*ENTRIES PROVIDED*:
★ ★ ★ ★

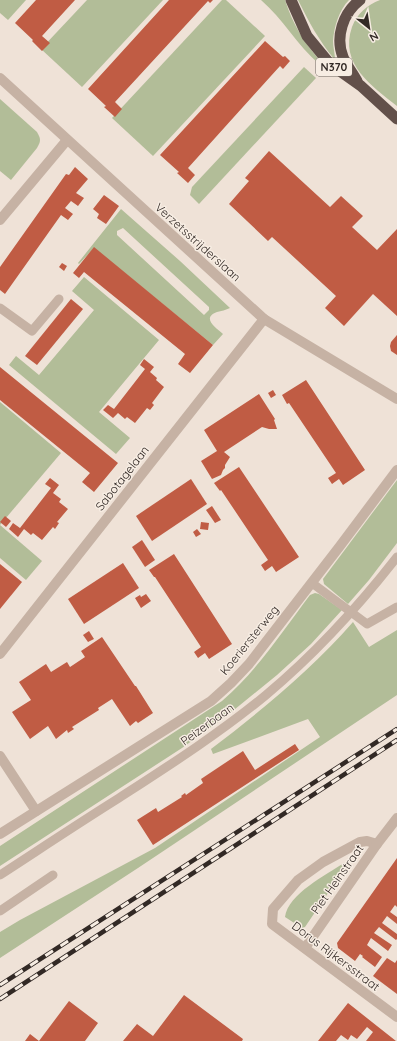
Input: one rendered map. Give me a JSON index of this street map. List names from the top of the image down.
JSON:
{
  "streets": {
    "highway": ["N370"],
    "street": [
      "Verzetsstrijderslaan",
      "Sabotagelaan",
      "Koeriersterweg",
      "Piet Heinstraat",
      "Dorus Rijkersstraat"
    ],
    "lane": ["Peizerbaan"]
  },
  "crossings": [
    ["Verzetsstrijderslaan", "Sabotagelaan"],
    ["Piet Heinstraat", "Dorus Rijkersstraat"]
  ],
  "north": "bottom right"
}
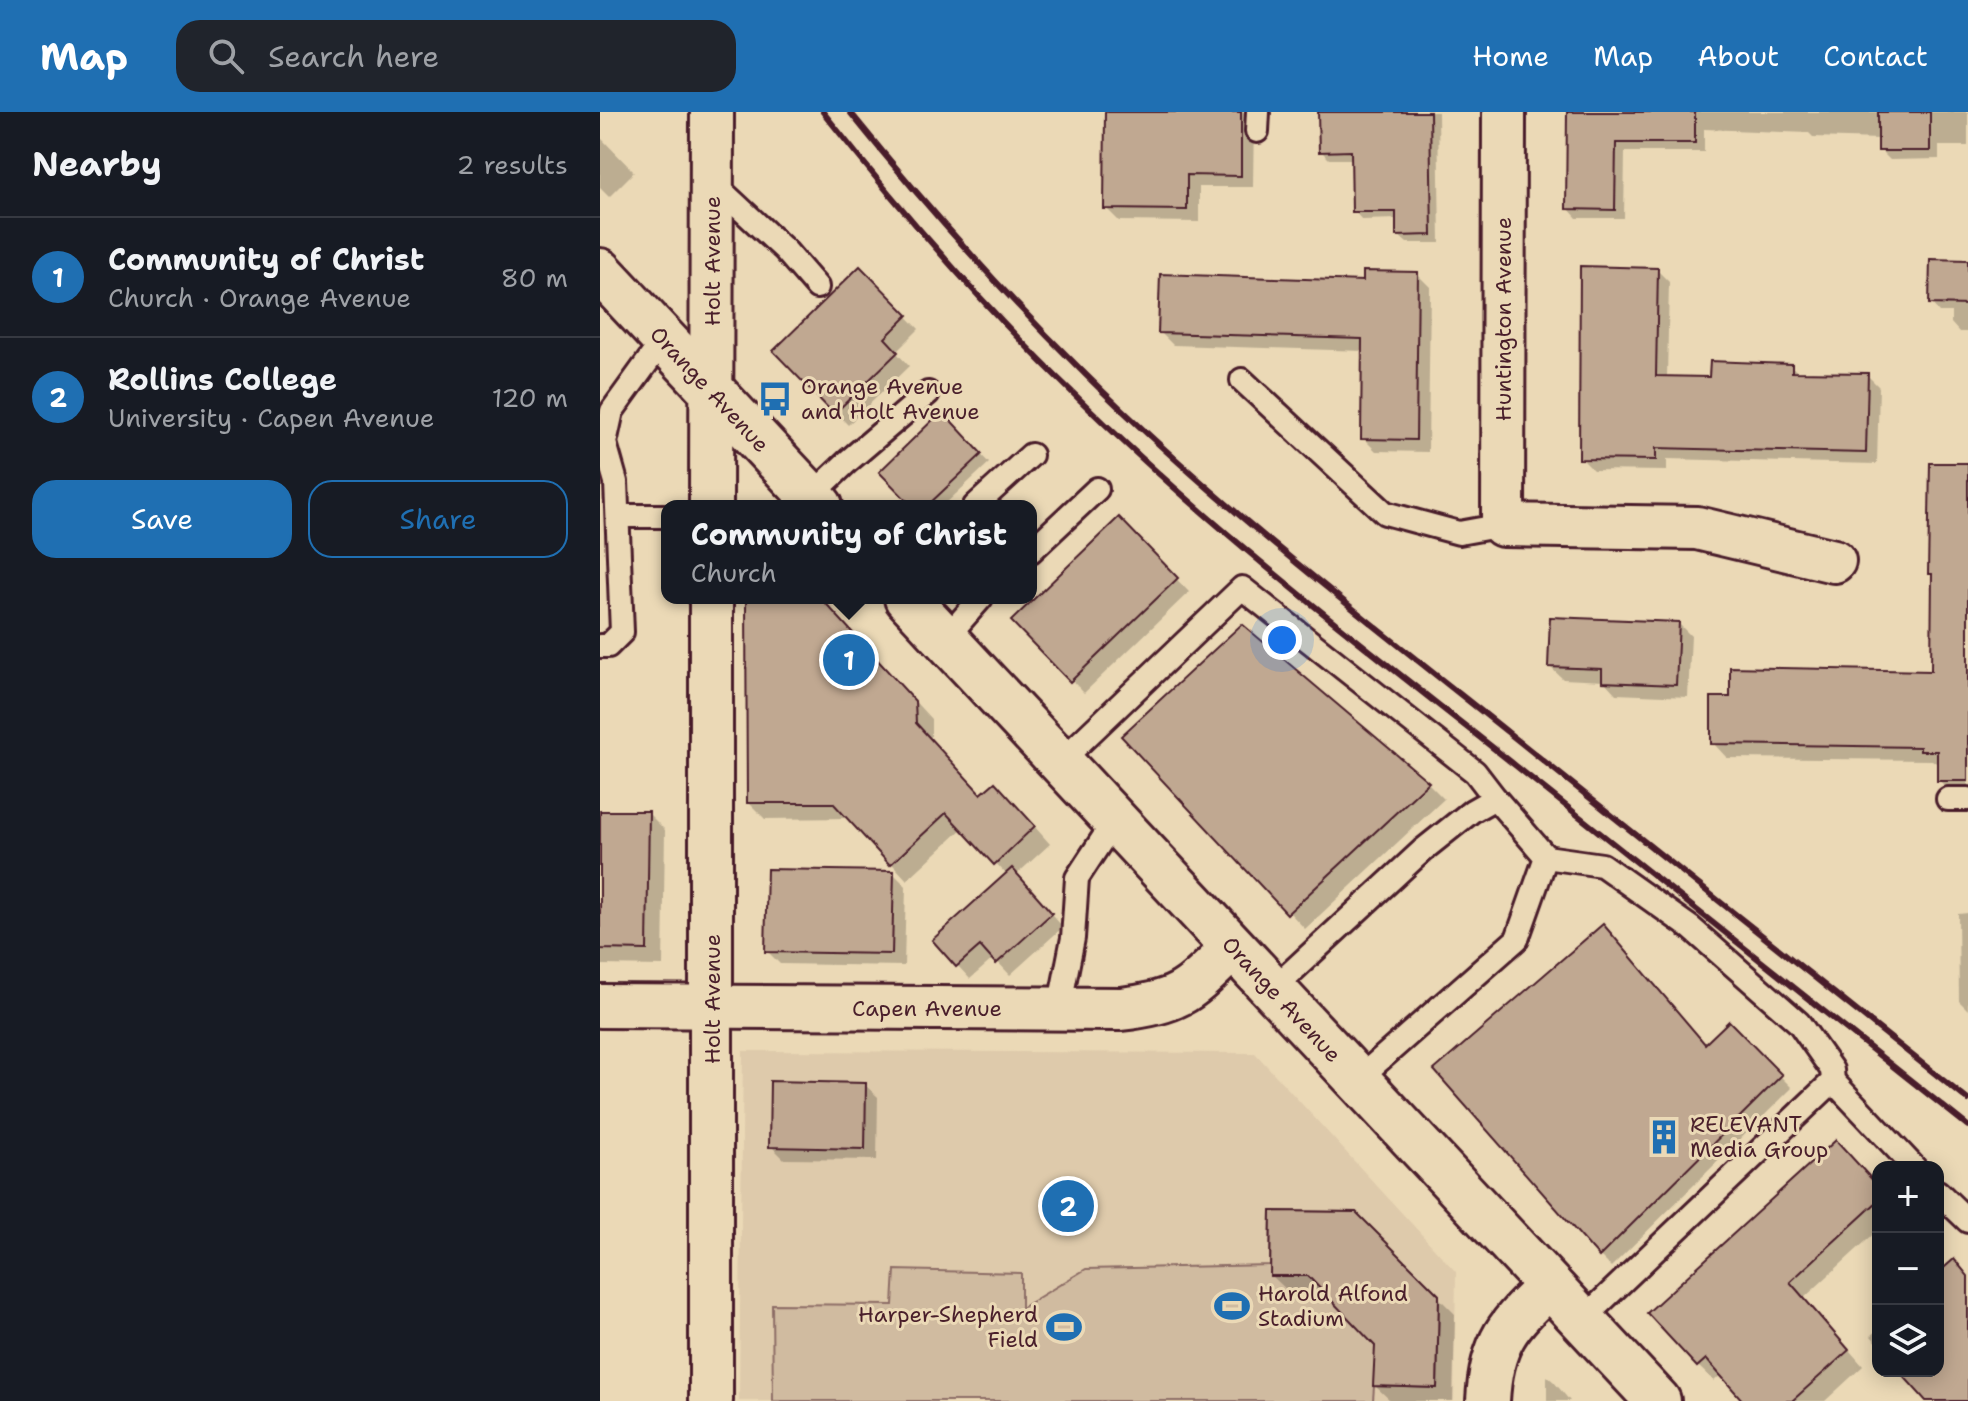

★ ★ ★ ★

*WORK INSTRUCTION*: What is needed is an exact reprint of every entry, pictures excluded.

*WRITTEN RESPONSE*:
Input: one rendered map. Give me a JSON index of this street map. List names from the top of the image down.
JSON:
{
  "streets": {
    "highway": ["N370"],
    "street": [
      "Verzetsstrijderslaan",
      "Sabotagelaan",
      "Koeriersterweg",
      "Piet Heinstraat",
      "Dorus Rijkersstraat"
    ],
    "lane": ["Peizerbaan"]
  },
  "crossings": [
    ["Verzetsstrijderslaan", "Sabotagelaan"],
    ["Piet Heinstraat", "Dorus Rijkersstraat"]
  ],
  "north": "bottom right"
}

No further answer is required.